**What to do**
Return the records exactly as they appear below, omitting the pictures.

[Given records]

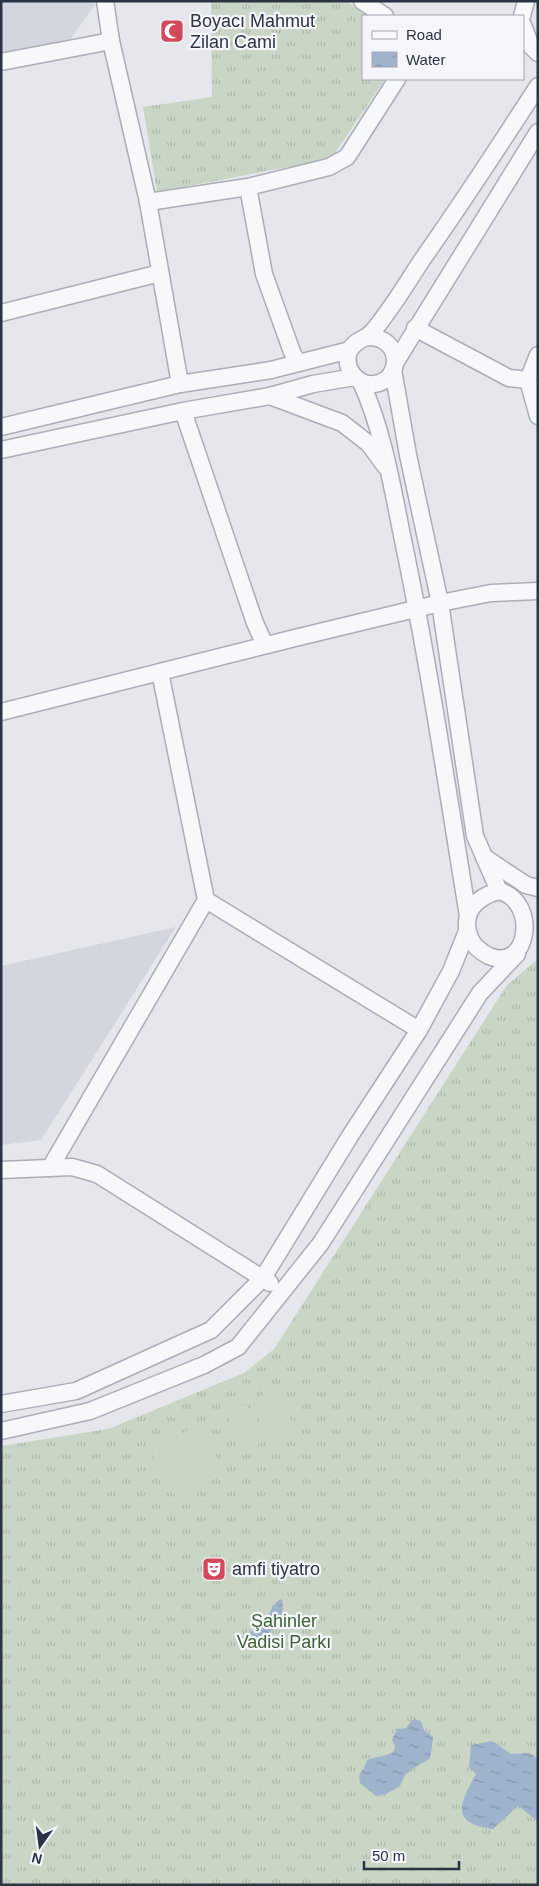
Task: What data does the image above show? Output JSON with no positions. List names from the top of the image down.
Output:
{
  "parks": ["Şahinler Vadisi Parkı"],
  "places": {
    "mosque": ["Boyacı Mahmut Zilan Cami"],
    "theatre": ["amfi tiyatro"]
  },
  "legend": ["Road", "Water"],
  "scale_bar": "50 m",
  "north": "bottom"
}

[/Given records]

**Exercise output**
Task: What data does the image above show? Output JSON with no positions. List names from the top of the image down.
Output:
{
  "parks": ["Şahinler Vadisi Parkı"],
  "places": {
    "mosque": ["Boyacı Mahmut Zilan Cami"],
    "theatre": ["amfi tiyatro"]
  },
  "legend": ["Road", "Water"],
  "scale_bar": "50 m",
  "north": "bottom"
}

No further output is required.